When determining which RAID level to use, OLTP vs. OLAP is going to be the deciding factor: Write vs. Read. True OLTP SQL Server setups will be a primary write situation. In a lot of cases, however, what is thought to be OLTP in reality has more read actions occurring than assumed. When possible with existing installations, monitoring these write and read events with performance monitor before deciding which events are more predominant on the disks will assist in making the right decision on RAID levels.
Kendal Van Dyke did a deep dive look into performance between the RAID levels in 2009. This test case and results can still be used as a guideline.
When RAID levels are chosen, testing the performance before actually using your disk is the next step. SQLIO and SQLIOSim (X64 and X86) are available to test the performance of the disks. These tools allow heavy loads to be placed on the disk and return relatively accurate results on how well the disk performed during file activity. With the results, disks can be re-aligned and reconfigured as needed. It’s a bad practice to assume your disks are configured correctly and will perform without testing them beforehand. Performance problems with I/O are much more difficult to fix after databases are actively using them.
Space Considerations
Each file that is part of the SQL Server installation requires specific space considerations. Although the term of, “Disk is Cheap” is true, a lot of teams still have difficulty requesting additional disk simply to have it available for future expansion. There is a need for DBA teams to make a sound case for the expense. Teams can do that by outlining the possible growth of each specific file.

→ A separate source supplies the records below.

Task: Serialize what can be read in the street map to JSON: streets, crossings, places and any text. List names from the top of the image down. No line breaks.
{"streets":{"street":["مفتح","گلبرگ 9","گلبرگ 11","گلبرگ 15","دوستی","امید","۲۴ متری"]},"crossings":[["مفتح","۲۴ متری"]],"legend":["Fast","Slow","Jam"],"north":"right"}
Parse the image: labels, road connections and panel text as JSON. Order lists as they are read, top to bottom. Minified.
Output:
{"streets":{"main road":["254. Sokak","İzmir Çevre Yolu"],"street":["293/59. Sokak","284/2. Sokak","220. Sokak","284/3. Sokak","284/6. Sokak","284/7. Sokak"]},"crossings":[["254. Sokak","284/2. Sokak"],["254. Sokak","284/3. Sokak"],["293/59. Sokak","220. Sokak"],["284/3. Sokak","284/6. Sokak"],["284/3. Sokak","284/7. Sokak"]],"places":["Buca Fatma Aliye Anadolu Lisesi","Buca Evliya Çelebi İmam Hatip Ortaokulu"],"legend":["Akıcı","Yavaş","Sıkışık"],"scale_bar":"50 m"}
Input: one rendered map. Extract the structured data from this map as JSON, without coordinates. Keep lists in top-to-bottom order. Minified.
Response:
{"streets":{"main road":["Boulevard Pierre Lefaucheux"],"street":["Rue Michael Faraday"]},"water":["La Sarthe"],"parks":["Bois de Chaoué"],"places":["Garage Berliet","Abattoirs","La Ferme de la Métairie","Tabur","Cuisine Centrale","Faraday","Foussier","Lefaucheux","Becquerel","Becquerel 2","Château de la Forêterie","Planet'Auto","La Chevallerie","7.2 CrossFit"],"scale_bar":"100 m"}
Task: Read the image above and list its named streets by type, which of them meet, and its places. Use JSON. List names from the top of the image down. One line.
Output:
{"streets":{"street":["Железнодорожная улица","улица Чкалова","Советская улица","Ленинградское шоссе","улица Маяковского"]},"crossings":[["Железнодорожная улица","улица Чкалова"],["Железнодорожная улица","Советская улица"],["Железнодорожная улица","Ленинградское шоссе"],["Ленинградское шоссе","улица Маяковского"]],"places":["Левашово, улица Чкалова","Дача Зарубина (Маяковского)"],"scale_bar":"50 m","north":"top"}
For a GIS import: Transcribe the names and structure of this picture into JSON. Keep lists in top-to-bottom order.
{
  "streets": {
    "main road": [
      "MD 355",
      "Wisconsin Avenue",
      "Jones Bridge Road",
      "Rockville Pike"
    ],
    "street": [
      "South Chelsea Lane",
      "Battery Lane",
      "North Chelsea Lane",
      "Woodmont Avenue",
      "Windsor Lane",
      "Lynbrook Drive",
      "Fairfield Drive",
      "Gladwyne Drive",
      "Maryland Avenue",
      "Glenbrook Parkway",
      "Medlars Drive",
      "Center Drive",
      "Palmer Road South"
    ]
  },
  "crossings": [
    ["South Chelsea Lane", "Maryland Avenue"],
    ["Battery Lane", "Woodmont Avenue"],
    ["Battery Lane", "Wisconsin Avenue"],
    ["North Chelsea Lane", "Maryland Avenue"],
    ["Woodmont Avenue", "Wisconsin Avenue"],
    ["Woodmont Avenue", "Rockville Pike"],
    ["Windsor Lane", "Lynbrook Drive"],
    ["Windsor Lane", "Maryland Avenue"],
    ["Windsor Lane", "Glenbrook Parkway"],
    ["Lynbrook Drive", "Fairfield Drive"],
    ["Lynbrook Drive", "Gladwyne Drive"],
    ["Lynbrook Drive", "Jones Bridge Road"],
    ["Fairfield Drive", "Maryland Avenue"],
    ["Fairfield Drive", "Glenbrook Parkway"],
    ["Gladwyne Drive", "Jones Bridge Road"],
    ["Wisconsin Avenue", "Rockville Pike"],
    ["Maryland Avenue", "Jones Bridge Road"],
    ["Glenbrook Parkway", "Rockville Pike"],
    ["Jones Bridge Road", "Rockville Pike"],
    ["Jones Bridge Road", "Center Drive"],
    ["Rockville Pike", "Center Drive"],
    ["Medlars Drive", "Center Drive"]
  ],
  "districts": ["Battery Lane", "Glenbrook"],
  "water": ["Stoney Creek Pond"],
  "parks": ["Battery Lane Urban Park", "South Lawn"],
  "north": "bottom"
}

Log file sizing is can be done, in an extreme generalization, by determining the largest table (or Clustered Index) that exists on the database and doubling it. This prevents growth concerns with the logs while index maintenance is being performed. Further considerations for normal import operations can also factor into sizing log files. This is can prove to be useful in determining the amount of disk to request to support log files.
Data files have an initial size and then the actual space being utilized. The use of a percentage of free space is to prevent performance-hindering growth events. When determining the amount of disk required for data files, take into account the space used and then space free that would be ideal. Factor in normal data growth and future expansion needs. If the SQL Server installation is new, a generally sound request is to double the data size, with an open-ended size needed. Once the installation is in production, monitor the daily growth to determine exactly what may be the potential growth over the next 3 years. Base this potential growth on how much disk is required.